Stored data entries:
+-------+

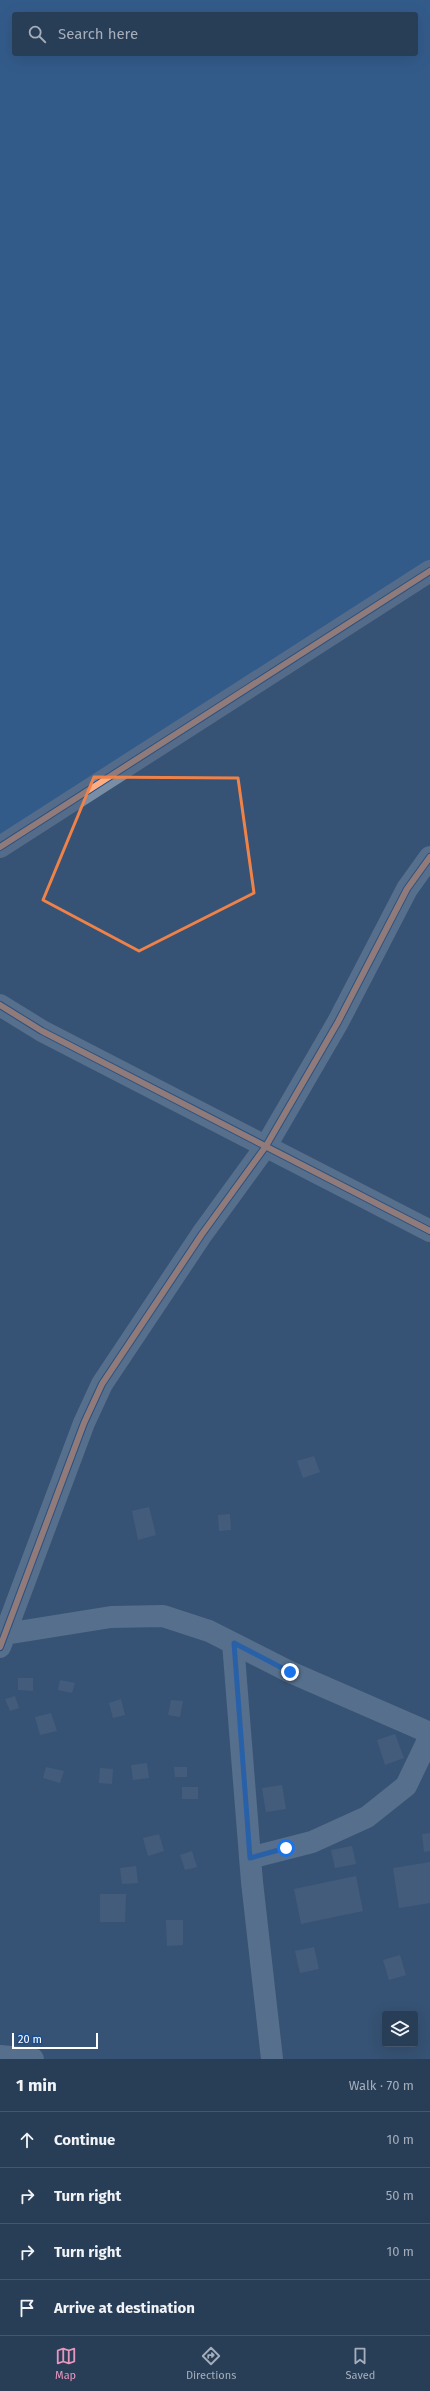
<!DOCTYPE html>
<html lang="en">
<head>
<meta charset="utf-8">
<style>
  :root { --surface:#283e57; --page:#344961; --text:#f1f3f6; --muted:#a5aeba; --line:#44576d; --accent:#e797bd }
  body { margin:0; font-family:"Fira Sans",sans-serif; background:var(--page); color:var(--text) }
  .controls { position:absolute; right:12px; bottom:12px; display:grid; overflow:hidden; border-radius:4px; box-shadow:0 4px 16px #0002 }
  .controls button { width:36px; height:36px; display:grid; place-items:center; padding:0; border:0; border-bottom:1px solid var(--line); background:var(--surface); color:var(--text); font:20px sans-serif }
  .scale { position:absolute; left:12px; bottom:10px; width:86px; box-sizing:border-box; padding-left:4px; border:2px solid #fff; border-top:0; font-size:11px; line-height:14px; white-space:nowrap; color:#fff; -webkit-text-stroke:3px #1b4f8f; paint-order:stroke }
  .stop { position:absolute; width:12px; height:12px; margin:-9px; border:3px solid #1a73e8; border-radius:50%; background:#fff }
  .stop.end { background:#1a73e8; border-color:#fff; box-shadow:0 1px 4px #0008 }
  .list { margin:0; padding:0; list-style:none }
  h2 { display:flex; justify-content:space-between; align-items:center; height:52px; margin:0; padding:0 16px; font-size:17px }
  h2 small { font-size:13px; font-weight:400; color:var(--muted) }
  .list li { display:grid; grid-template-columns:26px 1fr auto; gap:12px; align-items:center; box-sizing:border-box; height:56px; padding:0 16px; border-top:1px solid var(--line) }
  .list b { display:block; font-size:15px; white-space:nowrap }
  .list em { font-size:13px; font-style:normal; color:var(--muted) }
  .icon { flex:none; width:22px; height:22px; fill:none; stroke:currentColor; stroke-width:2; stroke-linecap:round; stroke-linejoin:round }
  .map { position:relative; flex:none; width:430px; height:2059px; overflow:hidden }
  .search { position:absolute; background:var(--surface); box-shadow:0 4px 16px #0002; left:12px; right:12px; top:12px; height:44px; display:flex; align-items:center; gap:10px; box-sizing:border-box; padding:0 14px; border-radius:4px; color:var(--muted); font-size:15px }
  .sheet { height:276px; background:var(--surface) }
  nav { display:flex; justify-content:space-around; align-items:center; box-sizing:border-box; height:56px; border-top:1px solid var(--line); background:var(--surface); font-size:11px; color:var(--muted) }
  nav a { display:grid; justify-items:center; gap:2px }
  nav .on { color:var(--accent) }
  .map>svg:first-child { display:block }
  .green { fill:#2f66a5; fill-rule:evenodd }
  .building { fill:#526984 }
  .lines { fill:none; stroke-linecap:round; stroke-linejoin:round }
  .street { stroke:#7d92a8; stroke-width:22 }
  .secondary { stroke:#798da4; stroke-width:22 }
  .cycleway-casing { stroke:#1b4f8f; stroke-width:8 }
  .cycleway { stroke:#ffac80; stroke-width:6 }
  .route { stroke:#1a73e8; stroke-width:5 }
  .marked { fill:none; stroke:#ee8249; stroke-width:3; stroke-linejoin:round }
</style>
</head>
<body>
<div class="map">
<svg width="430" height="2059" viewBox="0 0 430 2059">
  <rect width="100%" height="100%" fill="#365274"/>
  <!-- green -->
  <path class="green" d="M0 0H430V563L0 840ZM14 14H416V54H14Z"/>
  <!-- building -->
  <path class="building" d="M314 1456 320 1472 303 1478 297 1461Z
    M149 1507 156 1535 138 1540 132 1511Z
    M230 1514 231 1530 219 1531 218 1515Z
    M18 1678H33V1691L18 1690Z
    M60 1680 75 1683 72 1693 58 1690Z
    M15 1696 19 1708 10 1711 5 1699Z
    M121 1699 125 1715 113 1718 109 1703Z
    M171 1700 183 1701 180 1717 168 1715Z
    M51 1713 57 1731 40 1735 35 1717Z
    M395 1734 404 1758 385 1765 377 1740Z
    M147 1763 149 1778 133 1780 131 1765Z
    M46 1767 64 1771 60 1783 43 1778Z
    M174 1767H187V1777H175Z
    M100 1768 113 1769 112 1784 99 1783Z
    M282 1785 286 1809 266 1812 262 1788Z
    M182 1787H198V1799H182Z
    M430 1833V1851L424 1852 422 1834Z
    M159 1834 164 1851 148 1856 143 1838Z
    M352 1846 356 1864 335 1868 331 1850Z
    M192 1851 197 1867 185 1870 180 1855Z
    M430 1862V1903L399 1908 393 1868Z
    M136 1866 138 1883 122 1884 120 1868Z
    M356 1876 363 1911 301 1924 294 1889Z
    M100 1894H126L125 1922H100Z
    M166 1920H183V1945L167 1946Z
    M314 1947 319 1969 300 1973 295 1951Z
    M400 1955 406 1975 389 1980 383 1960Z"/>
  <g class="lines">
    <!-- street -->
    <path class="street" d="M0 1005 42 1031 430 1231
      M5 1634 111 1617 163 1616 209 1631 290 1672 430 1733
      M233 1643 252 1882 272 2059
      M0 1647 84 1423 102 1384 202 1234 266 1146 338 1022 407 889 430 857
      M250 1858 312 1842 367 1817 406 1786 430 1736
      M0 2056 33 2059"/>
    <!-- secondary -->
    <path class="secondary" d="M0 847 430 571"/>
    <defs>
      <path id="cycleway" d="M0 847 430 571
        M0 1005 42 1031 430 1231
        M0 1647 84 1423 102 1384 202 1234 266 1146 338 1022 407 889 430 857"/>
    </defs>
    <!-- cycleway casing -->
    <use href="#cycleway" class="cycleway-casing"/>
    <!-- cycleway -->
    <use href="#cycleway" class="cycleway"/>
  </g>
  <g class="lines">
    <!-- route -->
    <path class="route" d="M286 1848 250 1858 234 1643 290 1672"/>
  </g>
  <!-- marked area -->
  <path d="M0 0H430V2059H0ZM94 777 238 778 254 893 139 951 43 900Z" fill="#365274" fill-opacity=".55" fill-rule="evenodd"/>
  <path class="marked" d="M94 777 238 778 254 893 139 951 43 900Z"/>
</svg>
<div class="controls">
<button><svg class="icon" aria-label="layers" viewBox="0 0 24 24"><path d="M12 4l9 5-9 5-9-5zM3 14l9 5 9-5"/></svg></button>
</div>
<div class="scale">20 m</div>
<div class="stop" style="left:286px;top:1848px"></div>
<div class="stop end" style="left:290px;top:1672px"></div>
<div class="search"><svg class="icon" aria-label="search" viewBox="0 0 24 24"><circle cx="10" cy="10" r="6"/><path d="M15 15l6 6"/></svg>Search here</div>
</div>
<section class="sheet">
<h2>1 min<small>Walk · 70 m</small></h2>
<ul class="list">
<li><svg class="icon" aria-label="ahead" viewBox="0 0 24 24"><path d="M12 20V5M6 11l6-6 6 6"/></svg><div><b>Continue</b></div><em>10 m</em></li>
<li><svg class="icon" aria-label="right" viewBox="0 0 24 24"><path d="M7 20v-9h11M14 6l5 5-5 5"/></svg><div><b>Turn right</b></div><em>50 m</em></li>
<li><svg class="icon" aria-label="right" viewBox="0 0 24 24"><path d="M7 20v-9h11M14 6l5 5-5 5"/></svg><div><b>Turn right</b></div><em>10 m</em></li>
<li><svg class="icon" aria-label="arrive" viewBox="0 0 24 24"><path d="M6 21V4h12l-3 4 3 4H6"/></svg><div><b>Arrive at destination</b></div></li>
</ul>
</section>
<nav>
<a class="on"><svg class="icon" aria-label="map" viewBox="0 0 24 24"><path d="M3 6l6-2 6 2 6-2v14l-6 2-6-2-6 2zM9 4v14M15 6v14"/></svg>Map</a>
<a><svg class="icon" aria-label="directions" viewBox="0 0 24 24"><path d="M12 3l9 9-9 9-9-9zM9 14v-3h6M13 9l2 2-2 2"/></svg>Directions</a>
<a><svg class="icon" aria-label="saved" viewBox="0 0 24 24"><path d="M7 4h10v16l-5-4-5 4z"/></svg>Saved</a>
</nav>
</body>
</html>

+-------+

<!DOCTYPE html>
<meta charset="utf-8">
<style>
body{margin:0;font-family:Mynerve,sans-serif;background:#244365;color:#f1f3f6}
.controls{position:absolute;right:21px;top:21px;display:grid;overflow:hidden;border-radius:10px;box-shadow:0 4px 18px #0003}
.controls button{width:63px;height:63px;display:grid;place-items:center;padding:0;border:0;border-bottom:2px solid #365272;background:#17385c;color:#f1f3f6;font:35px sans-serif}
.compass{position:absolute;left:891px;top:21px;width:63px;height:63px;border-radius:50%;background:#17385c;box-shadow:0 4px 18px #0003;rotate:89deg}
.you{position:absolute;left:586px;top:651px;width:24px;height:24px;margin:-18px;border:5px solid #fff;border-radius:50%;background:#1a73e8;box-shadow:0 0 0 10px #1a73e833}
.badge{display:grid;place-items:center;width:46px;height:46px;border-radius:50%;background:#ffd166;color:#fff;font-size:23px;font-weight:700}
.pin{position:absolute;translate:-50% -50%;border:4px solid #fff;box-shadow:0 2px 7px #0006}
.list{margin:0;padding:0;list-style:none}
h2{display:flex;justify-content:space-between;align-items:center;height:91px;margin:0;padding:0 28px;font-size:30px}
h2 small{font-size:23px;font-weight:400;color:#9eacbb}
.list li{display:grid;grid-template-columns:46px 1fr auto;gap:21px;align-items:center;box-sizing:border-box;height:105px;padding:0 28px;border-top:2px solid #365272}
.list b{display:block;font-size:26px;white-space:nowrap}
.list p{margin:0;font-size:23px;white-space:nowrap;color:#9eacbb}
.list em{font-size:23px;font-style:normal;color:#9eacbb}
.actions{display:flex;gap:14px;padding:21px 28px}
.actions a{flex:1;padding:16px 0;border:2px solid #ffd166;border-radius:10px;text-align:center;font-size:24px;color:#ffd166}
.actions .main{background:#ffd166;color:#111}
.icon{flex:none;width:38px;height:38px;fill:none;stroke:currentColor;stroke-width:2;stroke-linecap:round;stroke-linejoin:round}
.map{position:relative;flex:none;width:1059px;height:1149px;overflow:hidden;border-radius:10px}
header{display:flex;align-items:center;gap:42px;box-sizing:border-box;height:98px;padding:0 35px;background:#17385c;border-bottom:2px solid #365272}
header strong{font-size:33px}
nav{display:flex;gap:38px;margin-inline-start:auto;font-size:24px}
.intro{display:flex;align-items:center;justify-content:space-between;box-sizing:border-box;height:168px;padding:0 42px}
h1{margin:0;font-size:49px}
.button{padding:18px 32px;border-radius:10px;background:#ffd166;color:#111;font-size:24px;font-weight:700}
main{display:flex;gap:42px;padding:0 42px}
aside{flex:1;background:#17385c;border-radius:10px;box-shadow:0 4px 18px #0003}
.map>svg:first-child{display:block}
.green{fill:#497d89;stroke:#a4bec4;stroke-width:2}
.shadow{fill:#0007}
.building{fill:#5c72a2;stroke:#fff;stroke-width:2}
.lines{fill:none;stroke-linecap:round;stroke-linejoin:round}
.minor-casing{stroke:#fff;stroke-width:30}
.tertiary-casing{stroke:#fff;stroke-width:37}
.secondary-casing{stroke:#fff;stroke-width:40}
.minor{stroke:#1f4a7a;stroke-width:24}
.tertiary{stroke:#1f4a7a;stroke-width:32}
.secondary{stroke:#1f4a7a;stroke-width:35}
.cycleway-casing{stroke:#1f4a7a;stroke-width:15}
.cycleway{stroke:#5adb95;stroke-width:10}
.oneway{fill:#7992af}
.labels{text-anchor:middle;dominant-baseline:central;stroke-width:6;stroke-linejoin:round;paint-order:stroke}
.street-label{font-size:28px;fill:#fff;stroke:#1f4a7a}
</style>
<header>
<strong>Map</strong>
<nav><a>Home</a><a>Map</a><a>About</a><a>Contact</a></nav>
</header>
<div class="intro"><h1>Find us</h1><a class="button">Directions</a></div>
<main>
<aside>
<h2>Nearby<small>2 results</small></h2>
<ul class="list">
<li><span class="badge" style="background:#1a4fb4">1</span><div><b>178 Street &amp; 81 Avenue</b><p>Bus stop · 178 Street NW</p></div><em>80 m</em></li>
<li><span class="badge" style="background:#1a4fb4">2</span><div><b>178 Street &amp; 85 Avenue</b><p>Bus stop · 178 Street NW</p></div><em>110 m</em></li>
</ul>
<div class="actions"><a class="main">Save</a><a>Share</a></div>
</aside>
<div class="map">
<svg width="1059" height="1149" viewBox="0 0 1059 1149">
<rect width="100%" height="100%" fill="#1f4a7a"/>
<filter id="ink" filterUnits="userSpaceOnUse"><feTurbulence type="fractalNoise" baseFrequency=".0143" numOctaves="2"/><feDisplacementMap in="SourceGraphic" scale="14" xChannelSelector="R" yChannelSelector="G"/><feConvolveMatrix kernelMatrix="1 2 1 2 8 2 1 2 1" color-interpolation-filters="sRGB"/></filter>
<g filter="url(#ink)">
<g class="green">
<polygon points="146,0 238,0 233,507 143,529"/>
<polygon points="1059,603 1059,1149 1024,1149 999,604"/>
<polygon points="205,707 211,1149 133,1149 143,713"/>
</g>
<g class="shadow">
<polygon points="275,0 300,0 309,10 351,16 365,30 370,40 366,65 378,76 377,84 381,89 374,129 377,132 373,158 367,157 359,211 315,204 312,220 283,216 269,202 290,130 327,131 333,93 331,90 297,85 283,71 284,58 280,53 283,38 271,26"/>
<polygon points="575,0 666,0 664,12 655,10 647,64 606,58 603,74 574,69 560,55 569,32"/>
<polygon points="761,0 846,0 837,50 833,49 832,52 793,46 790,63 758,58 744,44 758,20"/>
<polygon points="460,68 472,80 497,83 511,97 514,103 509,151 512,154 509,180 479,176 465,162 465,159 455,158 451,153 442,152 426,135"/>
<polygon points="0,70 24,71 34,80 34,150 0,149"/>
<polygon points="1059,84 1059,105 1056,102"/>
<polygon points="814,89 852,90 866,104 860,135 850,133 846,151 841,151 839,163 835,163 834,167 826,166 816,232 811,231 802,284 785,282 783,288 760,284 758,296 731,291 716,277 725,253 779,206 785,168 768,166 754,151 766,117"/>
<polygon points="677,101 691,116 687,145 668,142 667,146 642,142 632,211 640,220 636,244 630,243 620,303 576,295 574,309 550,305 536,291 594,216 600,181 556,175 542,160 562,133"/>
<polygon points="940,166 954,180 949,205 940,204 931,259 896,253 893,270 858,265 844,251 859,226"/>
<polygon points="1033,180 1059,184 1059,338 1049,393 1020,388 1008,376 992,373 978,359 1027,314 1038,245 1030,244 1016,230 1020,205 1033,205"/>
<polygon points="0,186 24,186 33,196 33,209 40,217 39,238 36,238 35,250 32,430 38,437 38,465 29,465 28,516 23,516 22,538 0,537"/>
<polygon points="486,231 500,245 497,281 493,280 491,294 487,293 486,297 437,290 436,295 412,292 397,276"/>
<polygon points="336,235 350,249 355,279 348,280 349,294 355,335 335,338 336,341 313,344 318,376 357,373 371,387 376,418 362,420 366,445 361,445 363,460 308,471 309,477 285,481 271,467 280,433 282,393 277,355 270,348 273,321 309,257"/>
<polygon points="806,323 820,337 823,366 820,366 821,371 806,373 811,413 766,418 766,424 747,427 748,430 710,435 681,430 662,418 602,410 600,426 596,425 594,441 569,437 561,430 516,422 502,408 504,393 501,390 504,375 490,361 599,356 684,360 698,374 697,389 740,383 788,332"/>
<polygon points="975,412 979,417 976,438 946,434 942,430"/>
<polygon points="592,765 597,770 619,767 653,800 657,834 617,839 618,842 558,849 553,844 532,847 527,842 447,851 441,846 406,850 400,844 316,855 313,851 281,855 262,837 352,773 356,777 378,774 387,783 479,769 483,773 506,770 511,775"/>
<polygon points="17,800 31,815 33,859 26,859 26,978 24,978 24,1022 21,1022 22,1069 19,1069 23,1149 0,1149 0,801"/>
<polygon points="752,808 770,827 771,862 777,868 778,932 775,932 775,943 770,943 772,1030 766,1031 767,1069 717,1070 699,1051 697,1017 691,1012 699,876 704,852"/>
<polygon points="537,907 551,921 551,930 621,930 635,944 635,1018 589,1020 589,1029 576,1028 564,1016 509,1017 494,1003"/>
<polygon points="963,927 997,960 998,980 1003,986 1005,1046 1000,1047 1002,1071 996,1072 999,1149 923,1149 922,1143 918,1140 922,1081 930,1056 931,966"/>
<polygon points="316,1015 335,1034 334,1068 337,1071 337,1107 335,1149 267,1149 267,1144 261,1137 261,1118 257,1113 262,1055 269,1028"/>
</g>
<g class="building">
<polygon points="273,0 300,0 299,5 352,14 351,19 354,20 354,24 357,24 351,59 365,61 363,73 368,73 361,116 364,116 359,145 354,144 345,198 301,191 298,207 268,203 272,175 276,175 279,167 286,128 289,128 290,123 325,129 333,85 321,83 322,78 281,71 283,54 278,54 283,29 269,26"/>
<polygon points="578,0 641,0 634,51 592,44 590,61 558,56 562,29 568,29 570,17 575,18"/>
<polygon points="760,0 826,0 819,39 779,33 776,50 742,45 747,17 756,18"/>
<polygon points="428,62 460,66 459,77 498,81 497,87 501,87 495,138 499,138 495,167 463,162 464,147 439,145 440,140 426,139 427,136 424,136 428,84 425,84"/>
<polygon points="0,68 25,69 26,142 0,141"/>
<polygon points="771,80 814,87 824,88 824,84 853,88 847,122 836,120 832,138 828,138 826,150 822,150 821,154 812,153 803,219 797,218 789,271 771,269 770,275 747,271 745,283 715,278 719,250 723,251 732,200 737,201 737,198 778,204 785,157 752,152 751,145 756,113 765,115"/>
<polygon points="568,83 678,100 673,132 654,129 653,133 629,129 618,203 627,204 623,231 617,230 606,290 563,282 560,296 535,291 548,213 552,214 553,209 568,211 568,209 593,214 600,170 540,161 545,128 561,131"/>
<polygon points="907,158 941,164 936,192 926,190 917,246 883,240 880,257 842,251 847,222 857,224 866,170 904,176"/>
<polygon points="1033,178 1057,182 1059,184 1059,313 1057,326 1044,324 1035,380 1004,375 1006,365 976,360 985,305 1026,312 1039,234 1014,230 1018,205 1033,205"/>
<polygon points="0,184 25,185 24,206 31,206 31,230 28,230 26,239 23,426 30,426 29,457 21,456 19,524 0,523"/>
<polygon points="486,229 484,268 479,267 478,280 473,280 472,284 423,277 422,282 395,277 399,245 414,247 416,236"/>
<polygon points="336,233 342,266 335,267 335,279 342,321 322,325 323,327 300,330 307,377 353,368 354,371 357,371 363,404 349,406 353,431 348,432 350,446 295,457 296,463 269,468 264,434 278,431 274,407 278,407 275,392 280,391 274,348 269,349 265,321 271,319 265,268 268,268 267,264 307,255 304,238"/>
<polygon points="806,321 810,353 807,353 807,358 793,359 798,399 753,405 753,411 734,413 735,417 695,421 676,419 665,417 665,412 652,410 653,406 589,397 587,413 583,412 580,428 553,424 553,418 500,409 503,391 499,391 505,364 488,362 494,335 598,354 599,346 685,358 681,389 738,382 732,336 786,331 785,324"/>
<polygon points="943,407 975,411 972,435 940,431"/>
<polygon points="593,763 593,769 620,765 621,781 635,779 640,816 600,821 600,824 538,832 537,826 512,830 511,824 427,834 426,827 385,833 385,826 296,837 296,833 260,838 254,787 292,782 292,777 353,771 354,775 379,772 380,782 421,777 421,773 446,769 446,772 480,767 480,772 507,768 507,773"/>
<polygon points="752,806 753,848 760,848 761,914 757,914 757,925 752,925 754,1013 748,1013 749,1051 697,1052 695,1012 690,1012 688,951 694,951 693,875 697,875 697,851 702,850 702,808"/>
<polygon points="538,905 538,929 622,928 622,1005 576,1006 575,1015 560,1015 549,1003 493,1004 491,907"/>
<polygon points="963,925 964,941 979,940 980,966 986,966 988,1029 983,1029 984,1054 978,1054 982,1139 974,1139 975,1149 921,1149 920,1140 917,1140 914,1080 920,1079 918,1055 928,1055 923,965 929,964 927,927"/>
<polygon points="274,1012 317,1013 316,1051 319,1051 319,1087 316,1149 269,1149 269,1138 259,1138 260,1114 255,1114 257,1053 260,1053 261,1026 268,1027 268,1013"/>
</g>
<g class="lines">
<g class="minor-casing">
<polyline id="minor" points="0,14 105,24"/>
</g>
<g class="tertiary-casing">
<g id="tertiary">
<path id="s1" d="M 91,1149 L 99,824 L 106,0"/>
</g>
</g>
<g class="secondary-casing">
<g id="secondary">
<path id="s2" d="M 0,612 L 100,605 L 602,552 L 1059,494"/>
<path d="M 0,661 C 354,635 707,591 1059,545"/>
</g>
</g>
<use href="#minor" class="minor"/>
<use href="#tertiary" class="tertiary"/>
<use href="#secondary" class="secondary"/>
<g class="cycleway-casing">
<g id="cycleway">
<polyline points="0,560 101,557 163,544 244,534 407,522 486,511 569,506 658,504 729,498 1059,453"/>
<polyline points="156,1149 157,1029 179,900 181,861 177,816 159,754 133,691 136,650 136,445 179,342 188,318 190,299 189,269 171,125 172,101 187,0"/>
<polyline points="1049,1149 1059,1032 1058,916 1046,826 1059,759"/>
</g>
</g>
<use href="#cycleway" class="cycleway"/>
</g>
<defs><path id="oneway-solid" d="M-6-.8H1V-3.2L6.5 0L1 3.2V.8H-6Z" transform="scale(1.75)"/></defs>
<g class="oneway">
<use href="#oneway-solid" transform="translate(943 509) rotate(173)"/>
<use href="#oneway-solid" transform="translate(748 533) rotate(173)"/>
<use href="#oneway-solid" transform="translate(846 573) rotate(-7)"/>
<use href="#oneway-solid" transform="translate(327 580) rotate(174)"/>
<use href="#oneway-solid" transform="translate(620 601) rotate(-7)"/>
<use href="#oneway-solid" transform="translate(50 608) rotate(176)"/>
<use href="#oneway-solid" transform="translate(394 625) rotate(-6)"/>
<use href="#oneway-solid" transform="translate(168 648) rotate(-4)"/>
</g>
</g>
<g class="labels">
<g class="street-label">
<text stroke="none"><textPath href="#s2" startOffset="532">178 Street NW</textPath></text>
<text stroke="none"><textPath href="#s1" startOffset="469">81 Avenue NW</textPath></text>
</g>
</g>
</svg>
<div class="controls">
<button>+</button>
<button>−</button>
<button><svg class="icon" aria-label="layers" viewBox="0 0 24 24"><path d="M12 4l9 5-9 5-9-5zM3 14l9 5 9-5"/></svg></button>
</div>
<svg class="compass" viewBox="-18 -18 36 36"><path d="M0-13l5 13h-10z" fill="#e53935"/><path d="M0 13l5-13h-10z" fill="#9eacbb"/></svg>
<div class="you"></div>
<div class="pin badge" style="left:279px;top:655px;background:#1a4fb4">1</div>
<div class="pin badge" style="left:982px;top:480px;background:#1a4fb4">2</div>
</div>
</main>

+-------+

TASK DIRECTIONS: Go over the entries above and tally the lines holding "filter"; please answer with the number alone.

WRITTEN REPLY: 2